En cualquier lugar, y desde luego la Ciudad de México no es la excepción, exponer este tipo de información conlleva riesgos que no tenemos obligación de asumir. Se me vienen a la cabeza tres escenarios en los cuales haber proporcionado nuestro PIN de viva voz permitiría a un tercero el acceso al uso de nuestro plástico:
- Clonación de la tarjeta (sí, perfectamente posible, aunque el pago lo efectúe en un establecimiento ordinario);
- Robo de la tarjeta por un tercero a quien el empleado la ha proporcionado nuestro número «secreto», y
- Robo de la tarjeta por un tercero que casualmente escuchó esta información en la fila de pago, y decide “aprovechar” la situación.
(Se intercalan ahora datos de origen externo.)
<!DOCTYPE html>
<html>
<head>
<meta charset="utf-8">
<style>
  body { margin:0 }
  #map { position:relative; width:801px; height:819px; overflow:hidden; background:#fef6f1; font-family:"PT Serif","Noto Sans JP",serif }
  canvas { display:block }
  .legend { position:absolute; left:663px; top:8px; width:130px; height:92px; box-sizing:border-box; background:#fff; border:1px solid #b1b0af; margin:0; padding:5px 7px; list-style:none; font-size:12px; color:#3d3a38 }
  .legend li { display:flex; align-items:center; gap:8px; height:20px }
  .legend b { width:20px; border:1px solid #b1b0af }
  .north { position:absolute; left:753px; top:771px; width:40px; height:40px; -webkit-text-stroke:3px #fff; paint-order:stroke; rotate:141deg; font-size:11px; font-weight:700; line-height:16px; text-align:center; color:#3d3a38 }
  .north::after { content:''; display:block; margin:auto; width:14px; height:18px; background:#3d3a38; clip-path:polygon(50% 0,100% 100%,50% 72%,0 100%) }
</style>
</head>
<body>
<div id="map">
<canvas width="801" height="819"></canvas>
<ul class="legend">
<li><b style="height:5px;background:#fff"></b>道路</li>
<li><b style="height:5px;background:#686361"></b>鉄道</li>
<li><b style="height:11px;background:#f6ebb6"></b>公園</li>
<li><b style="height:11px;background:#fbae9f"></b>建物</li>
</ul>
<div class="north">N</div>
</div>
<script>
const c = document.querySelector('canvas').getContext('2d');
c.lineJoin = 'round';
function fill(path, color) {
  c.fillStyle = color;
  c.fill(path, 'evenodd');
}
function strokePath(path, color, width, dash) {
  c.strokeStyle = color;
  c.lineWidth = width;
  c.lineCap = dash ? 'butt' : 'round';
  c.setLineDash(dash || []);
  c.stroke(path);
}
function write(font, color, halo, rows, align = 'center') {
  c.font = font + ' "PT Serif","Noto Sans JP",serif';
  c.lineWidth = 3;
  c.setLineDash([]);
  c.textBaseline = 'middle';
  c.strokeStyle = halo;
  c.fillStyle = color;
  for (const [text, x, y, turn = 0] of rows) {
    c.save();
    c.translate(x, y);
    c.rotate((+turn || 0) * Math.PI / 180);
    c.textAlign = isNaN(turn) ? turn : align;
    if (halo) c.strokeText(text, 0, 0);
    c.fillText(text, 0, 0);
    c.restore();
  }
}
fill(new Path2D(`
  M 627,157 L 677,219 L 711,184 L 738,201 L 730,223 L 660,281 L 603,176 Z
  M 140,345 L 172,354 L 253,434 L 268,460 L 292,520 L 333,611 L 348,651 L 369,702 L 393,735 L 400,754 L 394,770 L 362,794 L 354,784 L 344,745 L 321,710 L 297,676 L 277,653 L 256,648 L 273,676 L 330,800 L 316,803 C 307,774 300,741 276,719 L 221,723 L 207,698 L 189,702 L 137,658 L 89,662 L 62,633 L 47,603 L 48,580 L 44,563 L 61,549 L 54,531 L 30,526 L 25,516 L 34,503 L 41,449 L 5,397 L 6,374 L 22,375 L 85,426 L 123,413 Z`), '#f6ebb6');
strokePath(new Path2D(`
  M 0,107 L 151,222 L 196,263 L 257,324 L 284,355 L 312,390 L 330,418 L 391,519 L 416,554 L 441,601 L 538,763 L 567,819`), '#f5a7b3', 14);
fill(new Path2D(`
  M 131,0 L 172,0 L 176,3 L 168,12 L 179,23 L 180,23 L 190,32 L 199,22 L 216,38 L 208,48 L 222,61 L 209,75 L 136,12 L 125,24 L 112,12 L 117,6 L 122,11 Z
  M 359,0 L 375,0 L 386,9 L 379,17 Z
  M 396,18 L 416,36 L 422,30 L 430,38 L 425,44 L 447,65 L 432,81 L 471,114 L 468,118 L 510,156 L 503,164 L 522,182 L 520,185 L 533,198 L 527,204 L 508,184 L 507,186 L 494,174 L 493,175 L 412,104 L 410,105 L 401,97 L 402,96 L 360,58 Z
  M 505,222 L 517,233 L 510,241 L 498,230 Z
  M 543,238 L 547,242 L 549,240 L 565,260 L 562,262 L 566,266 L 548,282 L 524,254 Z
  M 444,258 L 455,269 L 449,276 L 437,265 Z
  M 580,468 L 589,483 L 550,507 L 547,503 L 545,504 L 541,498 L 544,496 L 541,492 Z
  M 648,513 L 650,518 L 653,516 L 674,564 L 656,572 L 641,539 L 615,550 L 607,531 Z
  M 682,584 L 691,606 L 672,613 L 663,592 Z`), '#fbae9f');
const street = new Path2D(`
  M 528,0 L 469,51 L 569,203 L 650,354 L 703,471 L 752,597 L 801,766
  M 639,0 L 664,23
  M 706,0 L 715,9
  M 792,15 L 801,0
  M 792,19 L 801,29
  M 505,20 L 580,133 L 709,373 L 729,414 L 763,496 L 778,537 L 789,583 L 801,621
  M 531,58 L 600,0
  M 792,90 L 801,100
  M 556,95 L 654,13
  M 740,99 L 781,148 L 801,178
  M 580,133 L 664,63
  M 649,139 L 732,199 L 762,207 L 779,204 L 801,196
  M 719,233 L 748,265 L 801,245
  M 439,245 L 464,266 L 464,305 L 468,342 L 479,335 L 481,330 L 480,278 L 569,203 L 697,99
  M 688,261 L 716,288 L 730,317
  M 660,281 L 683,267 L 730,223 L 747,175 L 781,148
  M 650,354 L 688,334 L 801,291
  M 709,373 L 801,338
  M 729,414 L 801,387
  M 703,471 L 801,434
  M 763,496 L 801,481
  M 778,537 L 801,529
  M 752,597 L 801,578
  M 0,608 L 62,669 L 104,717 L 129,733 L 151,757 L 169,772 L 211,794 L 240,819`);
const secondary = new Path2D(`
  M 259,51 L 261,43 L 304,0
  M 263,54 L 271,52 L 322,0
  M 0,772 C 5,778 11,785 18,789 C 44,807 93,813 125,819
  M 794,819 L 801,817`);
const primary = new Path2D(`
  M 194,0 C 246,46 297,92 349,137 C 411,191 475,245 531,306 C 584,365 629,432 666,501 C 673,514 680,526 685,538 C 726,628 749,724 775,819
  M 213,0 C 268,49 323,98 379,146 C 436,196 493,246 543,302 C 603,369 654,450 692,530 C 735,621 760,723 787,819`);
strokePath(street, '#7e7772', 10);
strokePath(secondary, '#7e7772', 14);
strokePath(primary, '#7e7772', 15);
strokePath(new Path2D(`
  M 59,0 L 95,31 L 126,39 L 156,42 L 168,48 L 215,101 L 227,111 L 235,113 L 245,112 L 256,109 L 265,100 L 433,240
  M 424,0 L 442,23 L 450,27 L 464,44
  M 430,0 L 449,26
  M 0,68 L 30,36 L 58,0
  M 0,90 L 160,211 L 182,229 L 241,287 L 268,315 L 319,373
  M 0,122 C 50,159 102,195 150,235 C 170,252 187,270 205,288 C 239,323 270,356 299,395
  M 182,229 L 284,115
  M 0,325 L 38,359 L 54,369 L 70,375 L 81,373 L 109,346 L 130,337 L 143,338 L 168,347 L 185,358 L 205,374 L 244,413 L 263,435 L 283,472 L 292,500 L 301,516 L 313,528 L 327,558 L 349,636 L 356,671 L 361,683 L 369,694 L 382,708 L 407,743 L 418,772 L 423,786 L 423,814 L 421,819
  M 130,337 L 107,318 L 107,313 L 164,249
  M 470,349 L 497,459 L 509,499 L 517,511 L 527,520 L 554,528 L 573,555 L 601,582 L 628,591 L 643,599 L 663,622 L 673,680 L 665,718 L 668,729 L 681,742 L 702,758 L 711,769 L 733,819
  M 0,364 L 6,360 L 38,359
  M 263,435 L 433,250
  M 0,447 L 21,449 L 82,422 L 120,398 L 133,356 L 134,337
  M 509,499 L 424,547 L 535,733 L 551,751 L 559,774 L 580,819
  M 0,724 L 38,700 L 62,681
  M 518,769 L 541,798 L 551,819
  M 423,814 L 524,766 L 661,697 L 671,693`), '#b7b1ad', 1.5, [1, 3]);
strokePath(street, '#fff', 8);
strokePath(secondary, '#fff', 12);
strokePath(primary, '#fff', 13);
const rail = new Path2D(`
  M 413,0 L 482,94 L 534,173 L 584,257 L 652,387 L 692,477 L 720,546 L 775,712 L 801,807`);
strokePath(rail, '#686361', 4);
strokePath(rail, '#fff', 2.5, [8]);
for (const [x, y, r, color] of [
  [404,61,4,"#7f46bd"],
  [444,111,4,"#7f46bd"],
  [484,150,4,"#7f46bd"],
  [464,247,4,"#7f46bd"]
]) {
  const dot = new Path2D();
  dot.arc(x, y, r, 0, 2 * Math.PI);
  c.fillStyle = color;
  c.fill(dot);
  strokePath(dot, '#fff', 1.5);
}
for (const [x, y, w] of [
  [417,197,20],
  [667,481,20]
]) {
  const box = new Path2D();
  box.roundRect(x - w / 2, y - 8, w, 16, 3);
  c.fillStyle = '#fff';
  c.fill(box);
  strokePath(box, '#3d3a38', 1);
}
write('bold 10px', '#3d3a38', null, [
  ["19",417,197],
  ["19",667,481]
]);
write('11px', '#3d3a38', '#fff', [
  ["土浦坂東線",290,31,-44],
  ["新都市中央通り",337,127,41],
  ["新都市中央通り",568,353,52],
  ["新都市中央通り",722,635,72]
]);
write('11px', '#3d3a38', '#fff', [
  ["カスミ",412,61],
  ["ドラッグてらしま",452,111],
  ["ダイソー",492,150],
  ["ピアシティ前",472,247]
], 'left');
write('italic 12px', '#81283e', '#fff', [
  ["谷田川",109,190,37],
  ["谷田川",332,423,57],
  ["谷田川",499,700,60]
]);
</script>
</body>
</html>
Si estas posibilidades no disuaden al lector de “compartir” su PIN la próxima vez que alguien se los pida de forma tan espontánea en cualquier establecimiento mercantil, pediré a ustedes lectores que me den su opinión para pensar de forma menos alarmista.
Todo lo anterior me ha traído de cabeza durante mucho tiempo, pues me parece que es un reflejo de nuestra filosofía en cuanto al tratamiento de las contraseñas y a la relativa seriedad con que valoramos los riesgos que conlleva compartirlas.
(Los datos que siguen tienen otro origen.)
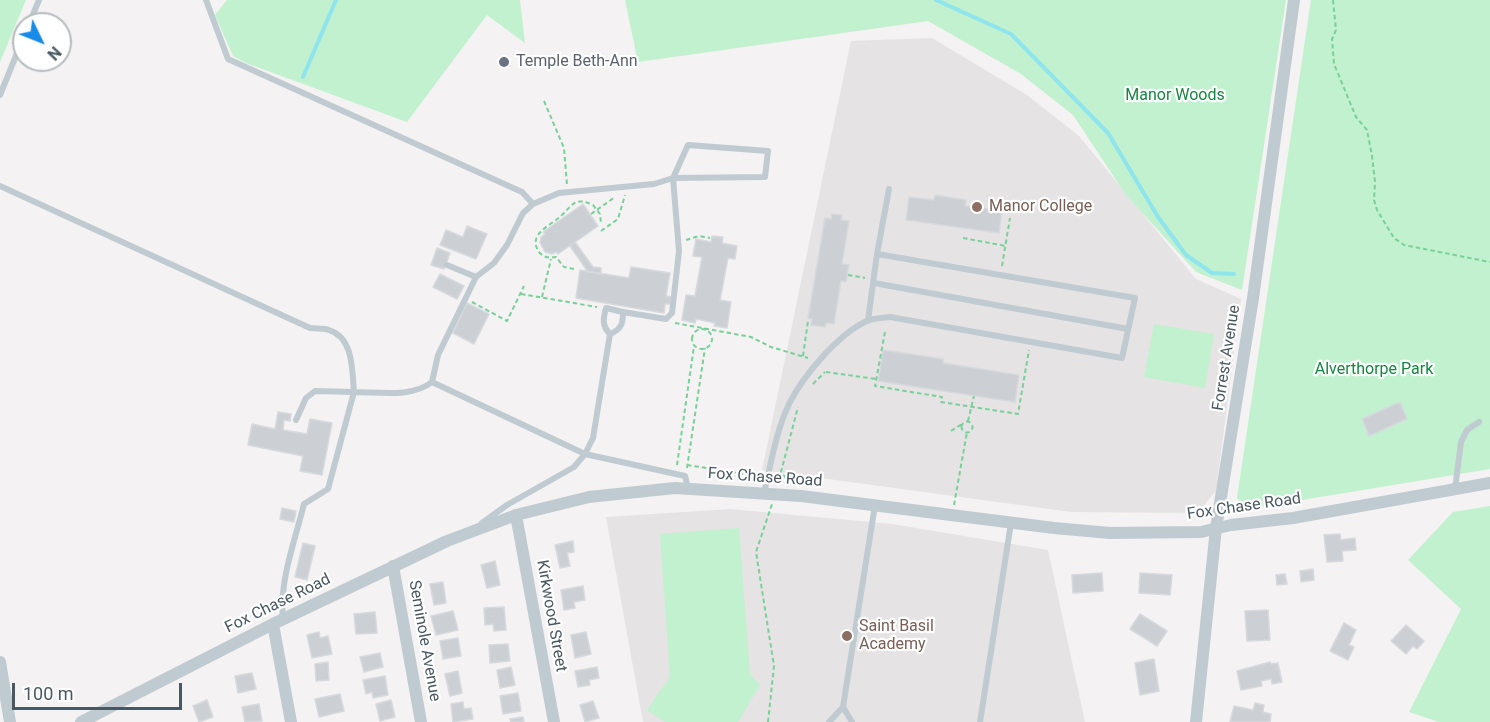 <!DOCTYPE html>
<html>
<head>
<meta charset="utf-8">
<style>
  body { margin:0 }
  #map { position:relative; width:1490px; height:722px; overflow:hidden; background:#f4f2f2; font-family:Roboto,sans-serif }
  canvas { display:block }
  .north { position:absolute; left:12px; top:12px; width:60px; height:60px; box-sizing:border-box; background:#fff; border:2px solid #b6bcbf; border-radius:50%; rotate:133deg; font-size:16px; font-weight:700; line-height:24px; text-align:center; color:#495860 }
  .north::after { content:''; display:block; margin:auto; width:21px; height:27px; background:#188be8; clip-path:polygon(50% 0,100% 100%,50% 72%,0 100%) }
  .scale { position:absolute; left:12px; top:683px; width:170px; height:27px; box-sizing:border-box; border:3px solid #495860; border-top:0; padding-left:8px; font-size:18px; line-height:21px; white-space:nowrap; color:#495860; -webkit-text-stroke:4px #fff; paint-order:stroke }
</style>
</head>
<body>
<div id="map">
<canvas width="1490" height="722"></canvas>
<div class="north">N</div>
<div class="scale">100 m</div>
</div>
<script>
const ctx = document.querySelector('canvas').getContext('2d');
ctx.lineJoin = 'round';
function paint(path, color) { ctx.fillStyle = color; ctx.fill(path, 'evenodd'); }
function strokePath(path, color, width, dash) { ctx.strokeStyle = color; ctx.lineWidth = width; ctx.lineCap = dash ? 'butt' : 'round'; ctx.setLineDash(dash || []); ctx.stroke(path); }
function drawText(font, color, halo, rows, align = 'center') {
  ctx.font = font + ' Roboto,sans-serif'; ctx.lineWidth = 4.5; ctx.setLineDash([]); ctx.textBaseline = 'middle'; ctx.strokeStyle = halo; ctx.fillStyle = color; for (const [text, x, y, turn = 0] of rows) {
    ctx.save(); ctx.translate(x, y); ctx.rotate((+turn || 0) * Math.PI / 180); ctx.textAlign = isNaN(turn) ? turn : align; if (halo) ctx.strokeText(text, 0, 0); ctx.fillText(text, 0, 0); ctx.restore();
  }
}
paint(new Path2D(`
  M932 38 1027 95 1079 136 1196 279 1241 299 1216 491 1197 513 1071 512 762 470 851 41Z
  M730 509 892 524 1048 550 1085 722H643L606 517Z`), '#e5e3e4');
paint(new Path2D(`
  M0 0H26L0 62Z
  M227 0H520L525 43 487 15 407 122 246 63 233 56 215 15Z
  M625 0H1286L1242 290 1196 272 1126 195 1073 115 1021 74 928 21 638 62Z
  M1311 0H1490V469L1260 507 1244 506 1237 498Z
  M1154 324 1214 334 1205 388 1144 377Z
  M1490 506V722H1439L1409 712 1461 609 1408 560 1453 512Z
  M739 528 750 674 760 685 738 722H665L647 710 670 677 660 534Z`), '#c1f1ce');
strokePath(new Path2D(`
  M936 0 1011 34 1108 133 1158 217 1186 255 1212 273 1234 274
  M303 77 336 0`), '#8ee5ee', 4);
const building = new Path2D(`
  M935 195 966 200 965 206 1002 211 999 233 906 220 909 197 934 200Z
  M583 204 598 226 558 254 556 252 552 254 545 252 540 243 541 237 545 234 543 232Z
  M832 214 842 215 841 220 849 221 842 264 849 265 846 282 841 281 834 324 826 323 825 327 811 325 812 319 808 318 825 218 831 219Z
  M467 226 487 234 476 259 440 245 446 230 463 237Z
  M712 236 723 237 722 243 737 246 735 259 728 258 720 300 731 302 727 328 714 326 715 323 696 319 695 323 682 320 686 295 695 296 702 257 693 256 696 239 711 242Z
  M575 242 593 267 601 268V274L588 272 570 246Z
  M437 248 450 253 444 269 431 265Z
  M631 267 670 273 666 296 671 297 670 304H665L664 313 576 298 580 270 629 278Z
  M440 274 464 286 457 299 433 287Z
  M467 303 489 314 474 344 453 333Z
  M883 350 943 359V363L1019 375 1015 402 878 381Z
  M1400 402 1407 419 1369 436 1362 419Z
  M278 412 291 414 290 421 284 420 283 430 307 434 310 419 332 423 322 475 300 471 303 456 248 445 252 424 275 429Z
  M282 508 296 511 294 522 280 519Z
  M1340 534 1341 540 1355 538 1356 550 1342 551 1343 561 1327 562 1324 535Z
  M573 541 574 552 567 553 570 566 560 568 555 545Z
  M303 543 315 546 307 580 295 577Z
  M495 561 500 585 487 588 481 565Z
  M1313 569 1314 580 1301 582 1300 571Z
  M1102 573 1103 591 1073 593 1072 575Z
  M1140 573 1172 575 1170 595 1139 593Z
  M1285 574 1287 584 1277 585 1276 575Z
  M443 582 446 603 434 605 430 584Z
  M583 586 585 600 574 602 575 608 564 610 561 590Z
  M504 607 506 630 494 631 493 624 485 625 484 608Z
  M1268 610 1270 640 1247 641 1245 611Z
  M453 611 458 630 436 635 431 616Z
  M375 612 377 633 356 634 354 614Z
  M1140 614 1167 631 1157 646 1130 629Z
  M1344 623 1356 630 1349 645 1354 647 1348 660 1330 651Z
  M1406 625 1424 641 1417 649 1413 646 1406 654 1391 641Z
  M319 632 320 638 328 636 332 654 312 658 307 635Z
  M586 632 591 654 575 658 571 635Z
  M458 638 461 656 443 659 440 641Z
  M508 644 510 661 490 663 489 645Z
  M380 653 383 667 364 672 360 657Z
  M1154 659 1159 691 1140 695 1135 663Z
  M328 662 329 680 316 681 315 664Z
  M1270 662 1271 664 1278 663 1282 682 1272 684 1271 679 1261 681 1262 686 1241 690 1237 671Z
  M511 667 515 685 500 688 497 670Z
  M597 667 599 678 589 680 590 685 578 687 575 671Z
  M458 671 462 693 450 696 445 674Z
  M252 673 256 689 238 693 235 676Z
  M385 676 388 695 373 698 372 692 366 694 363 680Z
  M518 693 521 711 503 714 500 696Z
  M340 694 344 711 319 717 315 699Z
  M207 700 213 717 199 722 193 706Z
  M391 700 395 717 380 721 376 704Z
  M593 701 599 718 585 722 580 705Z
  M463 702 464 709 471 708 473 719 453 722 451 704Z
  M1255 703 1264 705 1263 712 1271 714 1270 722H1230L1234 706 1253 710Z
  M259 704 262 721 245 722 242 707Z
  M523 717 524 722H511L510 719Z`);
paint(building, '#ccd0d4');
strokePath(building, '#d6d9dd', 1.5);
strokePath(new Path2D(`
  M1333 0 1336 30 1332 39 1334 64 1356 117 1367 130 1372 156 1375 182 1374 200 1377 210 1394 238 1404 245 1490 262
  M544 101 564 148 567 185
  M591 214 615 197
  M601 231 618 219 625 195
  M963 238 1006 246
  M686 240 699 236 710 238
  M1002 266 1010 218
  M574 269 564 267 556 257C549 258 544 258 539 252 527 234 550 226 561 216 572 206 574 196 593 205L600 214 601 223
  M848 275 865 278
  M521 294 597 307
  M542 297 551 259
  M472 302 507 321 524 286
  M675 323 751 337 771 347 808 358
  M692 339a10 10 0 1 1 20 0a10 10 0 1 1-20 0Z
  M885 332 875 386 942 397 941 402 1018 414 1029 350
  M803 356 808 321
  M826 372 876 379
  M813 384 825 372
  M968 421 974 396
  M961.5 427a5.5 5.5 0 1 1 11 0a5.5 5.5 0 1 1-11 0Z
  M951 431 962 424
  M677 465 694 346
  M687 465 758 476
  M687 468 705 348
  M791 484 781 472 798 407
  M954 505 967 432
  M768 722 774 666 756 552 772 504`), '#79d09a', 2, [4.5, 3]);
strokePath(new Path2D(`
  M206 0 228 59 522 192 533 204
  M29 24 39 0
  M0 95 24 36
  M0 186 310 328C316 329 324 328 329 330 354 338 352 371 354 392L315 391 306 398 296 420
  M877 254 889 189
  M447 265 476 277 438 355 432 382 585 454 685 476 688 488
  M476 277 494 263 507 245 523 213 533 204 559 193 654 184 673 178 765 177 768 151 688 145 673 178 679 251 672 313 666 319 623 312C623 323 622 329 610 334L593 438 585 454 574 467 507 505 482 523
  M874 283 1128 329
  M610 334C602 326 603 319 606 308L623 312
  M1455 489 1461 442 1467 430 1479 422
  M764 493C771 464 776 431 789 404 803 376 838 334 867 321 873 318 883 318 890 317L1122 358 1135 298 877 254 868 320
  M283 619C279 581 295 541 304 504L328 489 354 392C379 392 412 398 432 382
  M843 707 852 722
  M829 722 843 707 875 505
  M980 722 1011 523`), '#c0cbd1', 6);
strokePath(new Path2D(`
  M516 515 554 722
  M393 566 421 722
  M273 624 291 722
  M0 662 10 722
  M81 722 273 624 447 541 516 515 589 497 675 488 801 496 1054 528 1110 533 1201 532 1231 525 1293 518 1490 483
  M1196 722 1216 528 1253 298 1294 0`), '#c0cbd1', 12);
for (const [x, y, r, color] of [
  [504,62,6,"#6b7280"],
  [977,207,6,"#8d6e63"],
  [847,636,6,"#8d6e63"]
]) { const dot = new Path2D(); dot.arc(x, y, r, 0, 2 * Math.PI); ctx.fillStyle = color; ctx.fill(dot); strokePath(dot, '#fff', 2); }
drawText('16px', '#5b616d', '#fff', [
  ["Temple Beth-Ann",516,62]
], 'left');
drawText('16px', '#178541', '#fff', [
  ["Manor Woods",1175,96],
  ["Alverthorpe Park",1374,370]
]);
drawText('16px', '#785e54', '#fff', [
  ["Manor College",989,207],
  ["Saint Basil",859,627],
  ["Academy",859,645]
], 'left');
drawText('16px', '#495860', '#fff', [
  ["Forrest Avenue",1227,358,-81],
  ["Fox Chase Road",765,478,4],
  ["Fox Chase Road",1244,507,-8],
  ["Fox Chase Road",278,604,-26],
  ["Kirkwood Street",551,616,80],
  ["Seminole Avenue",424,641,80]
]);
</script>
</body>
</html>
Y es que, al respecto, también me pregunto: En nuestro ámbito laboral o privado, ¿también compartimos contraseñas, por motivos más o menos “razonables”?
¿Cuántas veces hemos compartido con un compañero de trabajo la contraseña de acceso a nuestra computadora de trabajo «porque me voy de vacaciones«, «porque me lo pidió mi jefa«, «porque nunca se sabe«, «por si las dudas«?
¿Y el acceso a nuestras redes sociales, por ejemplo? La noción de «no tengo nada que ocultar», ¿constituye un buen motivo para compartir nuestras contraseñas con nuestros hermanos o con nuestros padres? ¿Pedirías a tus hijos que te den su contraseña de acceso a Facebook?
Compartir, compartir, compartir… pareciera que existen muchas razones (o explicaciones) para compartir contraseñas, mientras en el acto nos dejamos la razón de ser de esta información: el control de acceso a recursos que en principio sólo pertenecen a nosotros, sobre los cuales tenemos derechos y, en ocasiones, responsabilidades individuales.
Y todas estas ideas, este ejercicio de desahogo personal, porque una cajera me pidió, sin menor reparo, un día cualquiera, que le diera mi PIN.
A ustedes, ¿les ha pasado?
Hasta el próximo post… ¡Y FELIZ 2016!